LIVRE PREMIER. — LES CHEVALIERS ROMAINS JUSQU'À L'AN 400 AVANT JÉSUS-CHRIST.

CHAPITRE IV. — HISTOIRE PARTICULIÈRE DES DOUZE CENTURIES ÉQUESTRES JUSQU'À L'AN 400 AVANT JÉSUS-CHRIST.

 

 

§ I. — ORIGINE DE LA PLÈBE.

La Rome de Servius contenait déjà une autre plèbe que celle des clients. Ancus Martius peupla l'Aventin en y transportant les Latins de Politorium, de Tellène et de Ficana[1]. Les bois de lauriers qui le couvraient furent abattus, et, entourée d'un mur et d'un fossé, cette montagne devint l'avant-poste de Rome vers le Midi comme le Janicule l'était vers le Nord[2]. Une chaussée fut jetée sur la vallée Murtia, gorge étroite et profonde, qui la séparait du Palatin, et entre les deux montagnes furent établis les anciens habitants de Medullia et de Fidènes. En même temps, dans l'enceinte de la ville quiritaire que Servius dut agrandir, affluait une multitude nouvelle où Tarquin l'Ancien choisit les nouveaux Quirites ; avec lesquels il doubla le nombre des sénateurs, des chevaliers et des citoyens des curies[3].

Mais, en dehors des cadres de la cité patricienne et de l'enceinte sacrée du Pomœrium, il resta une foule nombreuse et menaçante, qui fit plus tard de l'Aventin la citadelle de la libellé plébéienne. Deux fois les plébéiens révoltés cherchèrent à y fonder une cité plébéienne, en quittant celle du Mont-Sacré[4].

Servius, par sa constitution, n'appela point les plébéiens à partager les doits politiques des curies ; mais il les fit contribuer au paiement des impôts, et il les classa dans les rangs de l'armée.
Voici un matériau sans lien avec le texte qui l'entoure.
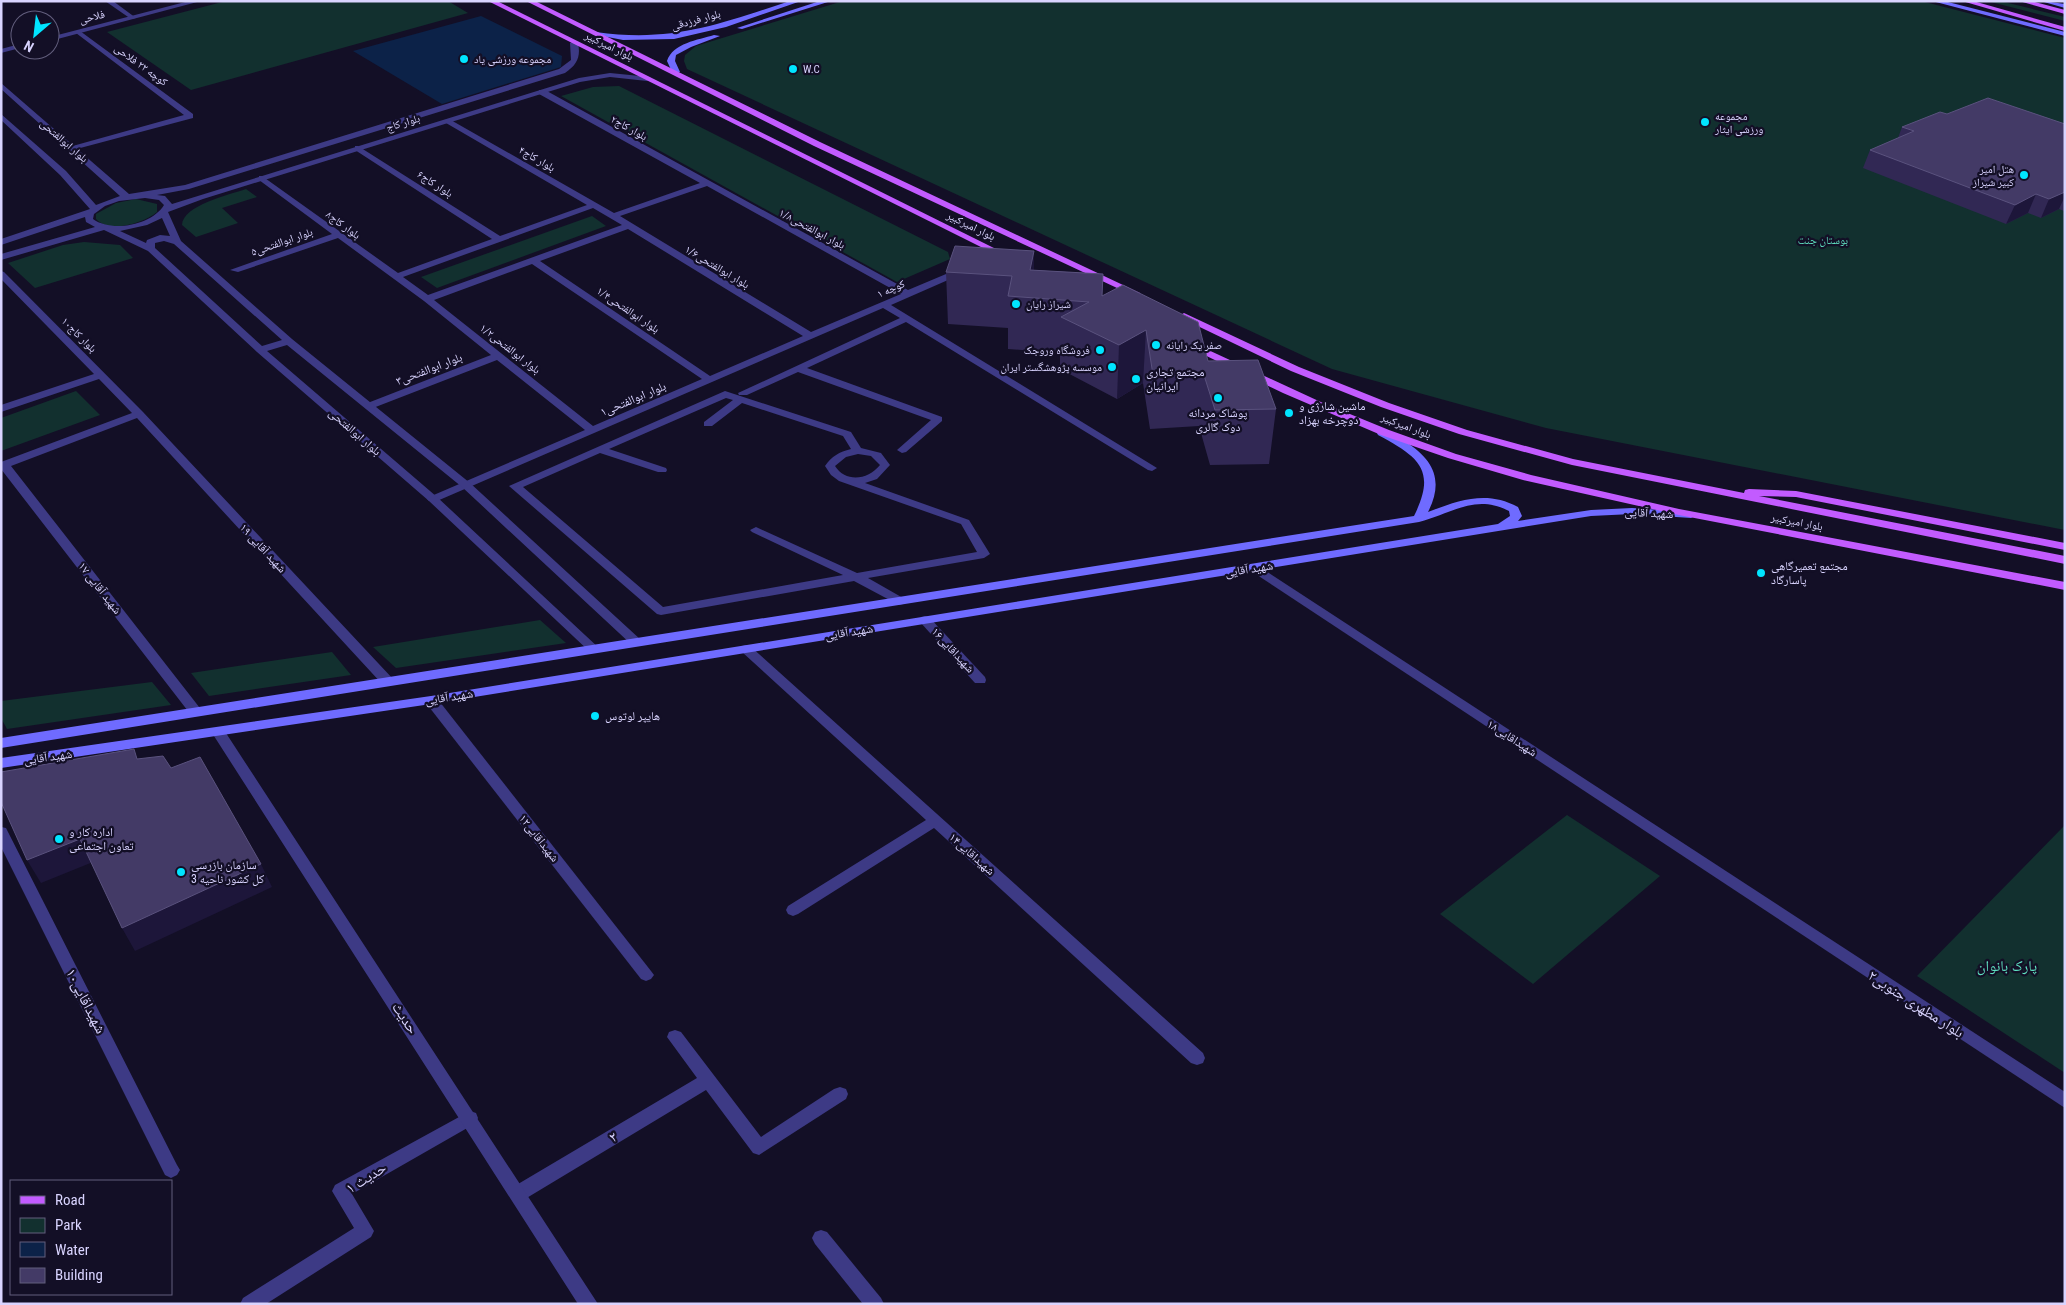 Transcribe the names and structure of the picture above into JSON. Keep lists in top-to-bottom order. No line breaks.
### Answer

Les plébéiens, mêlés aux anciens Quirites dans les centuries ; commencèrent au temps de la République à exercer des droits politiques. L'assemblée centuriate nomma les premiers consuls[5], et la loi de Valerius Publicola sur l'appel au peuple fut la première qu'elle vota[6].

 

§ II. — PUISSANCE DE LA PLÈBE. ELLE COMPTE DES CHEVALIERS PARMI SES CHEFS.
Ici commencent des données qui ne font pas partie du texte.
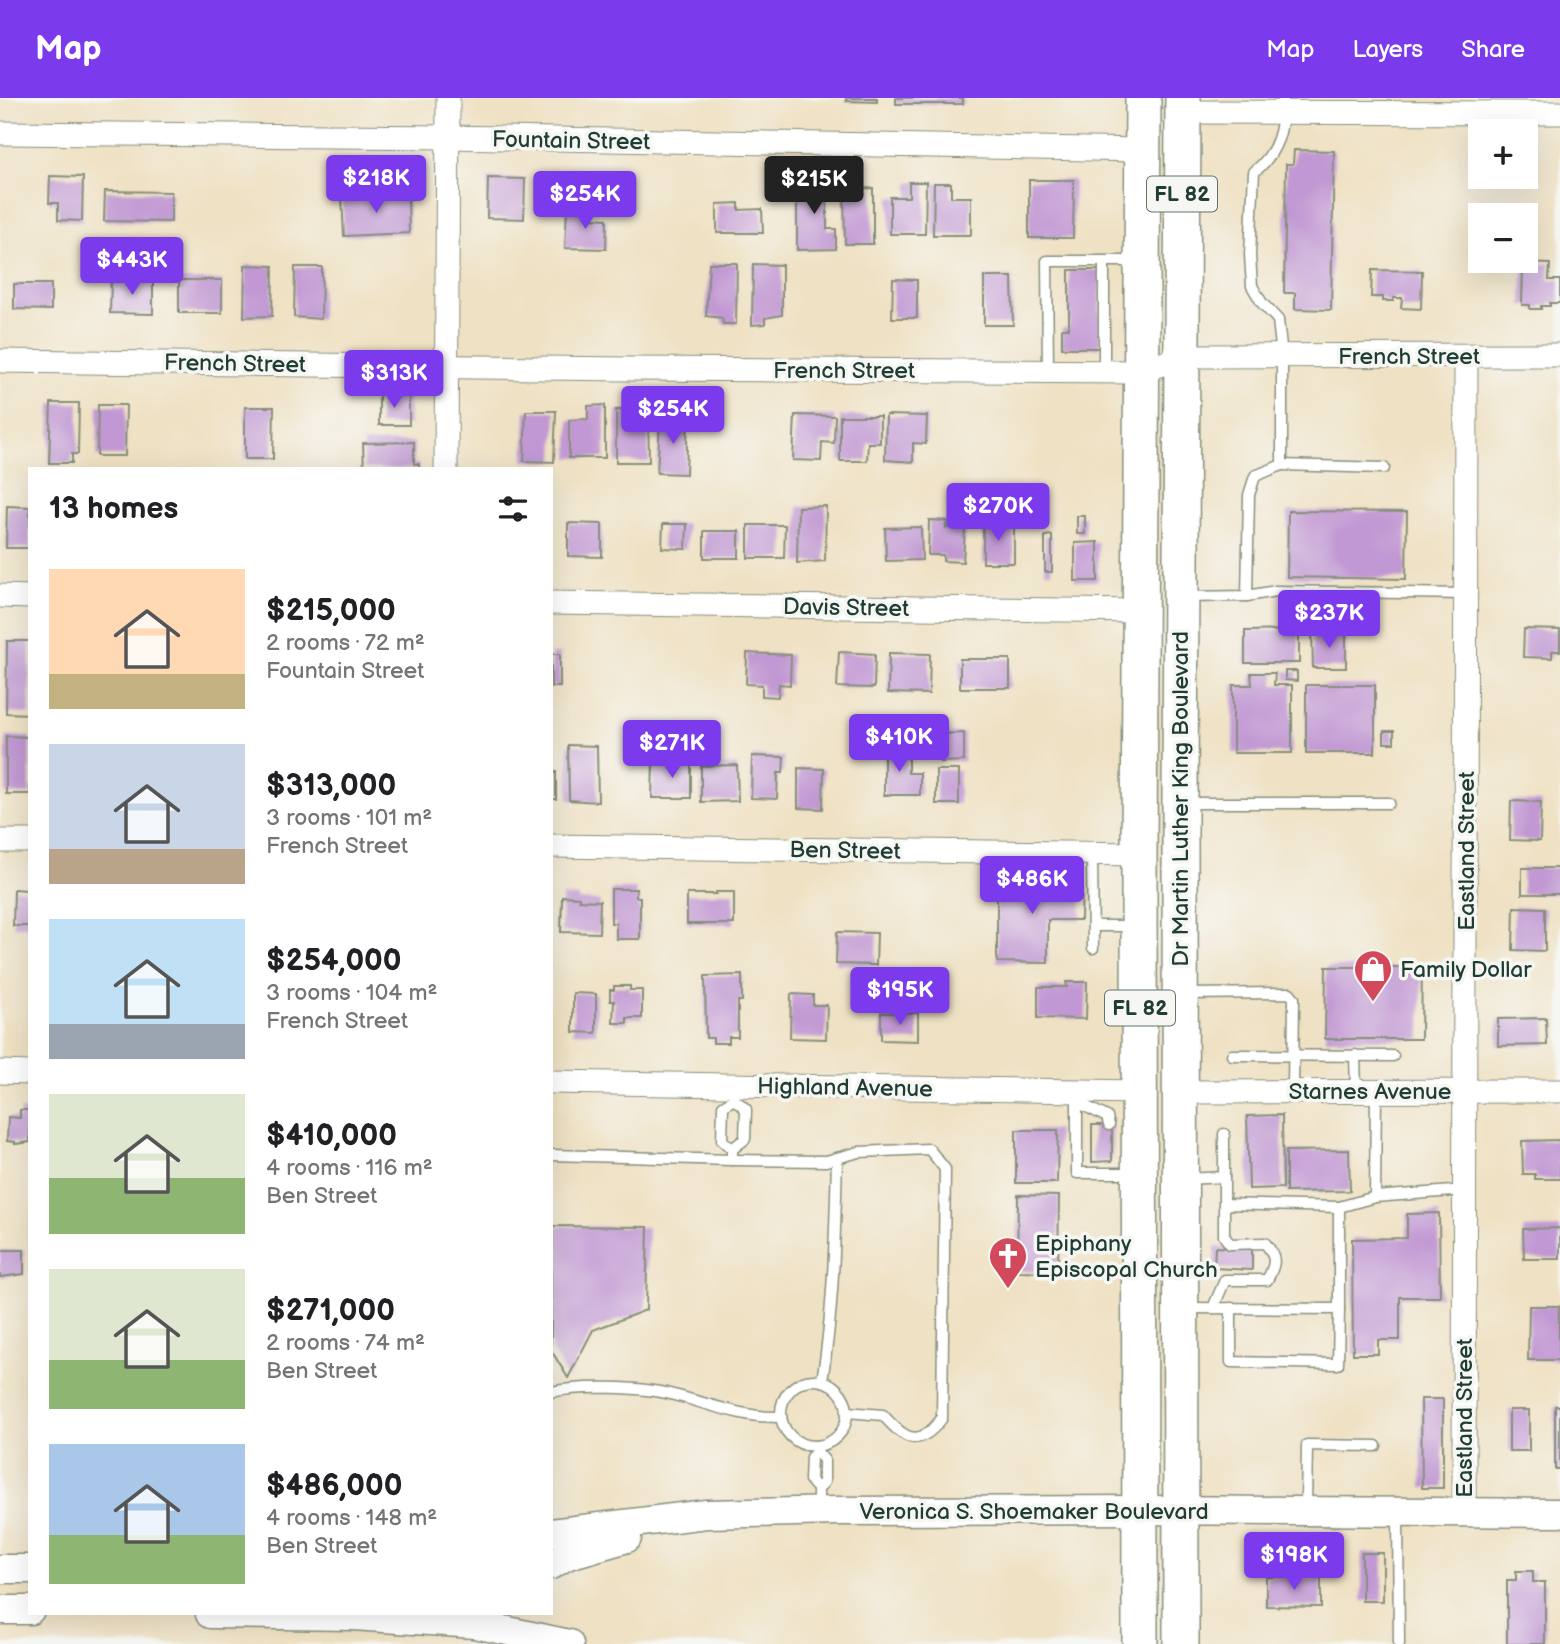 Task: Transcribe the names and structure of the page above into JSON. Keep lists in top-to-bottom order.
{
  "streets": {
    "main road": ["FL 82", "Dr Martin Luther King Boulevard"],
    "street": [
      "Fountain Street",
      "French Street",
      "Davis Street",
      "Ben Street",
      "Eastland Street",
      "Highland Avenue",
      "Starnes Avenue",
      "Veronica S. Shoemaker Boulevard"
    ]
  },
  "crossings": [
    ["Fountain Street", "FL 82"],
    ["FL 82", "Dr Martin Luther King Boulevard"],
    ["French Street", "Dr Martin Luther King Boulevard"],
    ["French Street", "Eastland Street"],
    ["Davis Street", "Dr Martin Luther King Boulevard"],
    ["Dr Martin Luther King Boulevard", "Ben Street"],
    ["Dr Martin Luther King Boulevard", "Highland Avenue"],
    ["Dr Martin Luther King Boulevard", "Starnes Avenue"],
    ["Dr Martin Luther King Boulevard", "Veronica S. Shoemaker Boulevard"],
    ["Eastland Street", "Starnes Avenue"],
    ["Eastland Street", "Veronica S. Shoemaker Boulevard"]
  ],
  "places": {
    "shop": ["Family Dollar"],
    "church": ["Epiphany Episcopal Church"]
  },
  "page": {
    "header": "Map",
    "nav": ["Map", "Layers", "Share"],
    "map_buttons": ["+", "−"],
    "price": [
      "$218K",
      "$215K",
      "$254K",
      "$443K",
      "$313K",
      "$254K",
      "$270K",
      "$237K",
      "$410K",
      "$271K",
      "$486K",
      "$195K",
      "$198K"
    ],
    "heading": "13 homes",
    "list": [
      {
        "name": "$215,000",
        "note": "2 rooms · 72 m² · Fountain Street"
      },
      {
        "name": "$313,000",
        "note": "3 rooms · 101 m² · French Street"
      },
      {
        "name": "$254,000",
        "note": "3 rooms · 104 m² · French Street"
      },
      {
        "name": "$410,000",
        "note": "4 rooms · 116 m² · Ben Street"
      },
      {
        "name": "$271,000",
        "note": "2 rooms · 74 m² · Ben Street"
      },
      {
        "name": "$486,000",
        "note": "4 rooms · 148 m² · Ben Street"
      }
    ]
  }
}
Ce fut en grande partie parmi la plèbe d'origine latine que Servius prit les douze cents nouveaux chevaliers, qu'il attachait ses quatre légions actives[7]. Ce choix était naturel de sa part s'il est vrai, comme le dit Denys d'Halicarnasse[8], qu'il ait débuté par titre chef de l'armée des alliés latins ; et commandant de la cavalerie[9] sous le règne de Tarquin l'Ancien. La plèbe de l'Aventin était déjà assez forte au temps du premier dictateur[10] pour résister au patriciat et lorsqu'en 494 seize tribus rustiques vinrent renforcer le parti plébéien, elles trouvèrent la lutte engagée. Cette plèbe, qui affluait aux portes de Rome de toutes les villes environnantes, comptait déjà des chefs riches et puissants. Cinquante ans après (en 438 av. J.-C.), le chevalier[11] Spurius Mœlius était un homme de la plèbe ; car Tite-Live fait dire à Cincinnatus[12] qu'il aurait pu souhaiter le tribunat : fortune était si grande, qu'il nourrit le peuple dans une famine ; son ambition parut si haute. qu'on l'accusa d'aspirer à la royauté.

 

§ III. — LES PLÉBEIENS DANS LES DOUZE CENTURIES ÉQUESTRES.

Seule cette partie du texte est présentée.